_Exercise data:_
=== Section Start ===

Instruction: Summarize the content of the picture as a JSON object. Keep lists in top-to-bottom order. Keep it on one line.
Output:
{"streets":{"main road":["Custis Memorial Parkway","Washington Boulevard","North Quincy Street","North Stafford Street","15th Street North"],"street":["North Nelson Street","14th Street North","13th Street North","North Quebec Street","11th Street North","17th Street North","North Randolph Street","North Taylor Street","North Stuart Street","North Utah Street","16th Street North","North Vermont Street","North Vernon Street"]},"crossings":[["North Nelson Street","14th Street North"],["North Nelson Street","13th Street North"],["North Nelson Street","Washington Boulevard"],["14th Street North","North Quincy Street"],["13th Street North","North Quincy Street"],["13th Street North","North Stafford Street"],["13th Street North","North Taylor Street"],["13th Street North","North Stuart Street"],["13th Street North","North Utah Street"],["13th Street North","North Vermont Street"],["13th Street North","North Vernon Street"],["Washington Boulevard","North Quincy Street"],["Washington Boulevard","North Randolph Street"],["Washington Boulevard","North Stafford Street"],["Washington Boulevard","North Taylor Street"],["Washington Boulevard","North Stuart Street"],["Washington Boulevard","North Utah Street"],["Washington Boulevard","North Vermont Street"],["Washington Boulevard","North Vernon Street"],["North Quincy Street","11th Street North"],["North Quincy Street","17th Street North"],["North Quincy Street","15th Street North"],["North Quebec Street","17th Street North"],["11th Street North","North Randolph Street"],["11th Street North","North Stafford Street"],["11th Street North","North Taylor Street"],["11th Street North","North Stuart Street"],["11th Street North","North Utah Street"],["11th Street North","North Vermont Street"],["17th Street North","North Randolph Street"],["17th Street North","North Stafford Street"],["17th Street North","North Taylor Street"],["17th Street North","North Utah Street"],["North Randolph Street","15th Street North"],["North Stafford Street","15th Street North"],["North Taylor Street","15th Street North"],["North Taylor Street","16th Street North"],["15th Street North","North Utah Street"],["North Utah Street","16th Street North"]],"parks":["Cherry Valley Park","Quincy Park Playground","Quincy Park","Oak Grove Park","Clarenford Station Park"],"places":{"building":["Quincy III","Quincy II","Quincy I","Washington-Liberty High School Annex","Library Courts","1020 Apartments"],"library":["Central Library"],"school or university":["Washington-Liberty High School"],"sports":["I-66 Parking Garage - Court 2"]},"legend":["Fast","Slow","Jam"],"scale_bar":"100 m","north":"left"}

=== Section End ===

_Your assignment:_
After reading the listing above, print each line back exactly.

_The answer:_
Instruction: Summarize the content of the picture as a JSON object. Keep lists in top-to-bottom order. Keep it on one line.
Output:
{"streets":{"main road":["Custis Memorial Parkway","Washington Boulevard","North Quincy Street","North Stafford Street","15th Street North"],"street":["North Nelson Street","14th Street North","13th Street North","North Quebec Street","11th Street North","17th Street North","North Randolph Street","North Taylor Street","North Stuart Street","North Utah Street","16th Street North","North Vermont Street","North Vernon Street"]},"crossings":[["North Nelson Street","14th Street North"],["North Nelson Street","13th Street North"],["North Nelson Street","Washington Boulevard"],["14th Street North","North Quincy Street"],["13th Street North","North Quincy Street"],["13th Street North","North Stafford Street"],["13th Street North","North Taylor Street"],["13th Street North","North Stuart Street"],["13th Street North","North Utah Street"],["13th Street North","North Vermont Street"],["13th Street North","North Vernon Street"],["Washington Boulevard","North Quincy Street"],["Washington Boulevard","North Randolph Street"],["Washington Boulevard","North Stafford Street"],["Washington Boulevard","North Taylor Street"],["Washington Boulevard","North Stuart Street"],["Washington Boulevard","North Utah Street"],["Washington Boulevard","North Vermont Street"],["Washington Boulevard","North Vernon Street"],["North Quincy Street","11th Street North"],["North Quincy Street","17th Street North"],["North Quincy Street","15th Street North"],["North Quebec Street","17th Street North"],["11th Street North","North Randolph Street"],["11th Street North","North Stafford Street"],["11th Street North","North Taylor Street"],["11th Street North","North Stuart Street"],["11th Street North","North Utah Street"],["11th Street North","North Vermont Street"],["17th Street North","North Randolph Street"],["17th Street North","North Stafford Street"],["17th Street North","North Taylor Street"],["17th Street North","North Utah Street"],["North Randolph Street","15th Street North"],["North Stafford Street","15th Street North"],["North Taylor Street","15th Street North"],["North Taylor Street","16th Street North"],["15th Street North","North Utah Street"],["North Utah Street","16th Street North"]],"parks":["Cherry Valley Park","Quincy Park Playground","Quincy Park","Oak Grove Park","Clarenford Station Park"],"places":{"building":["Quincy III","Quincy II","Quincy I","Washington-Liberty High School Annex","Library Courts","1020 Apartments"],"library":["Central Library"],"school or university":["Washington-Liberty High School"],"sports":["I-66 Parking Garage - Court 2"]},"legend":["Fast","Slow","Jam"],"scale_bar":"100 m","north":"left"}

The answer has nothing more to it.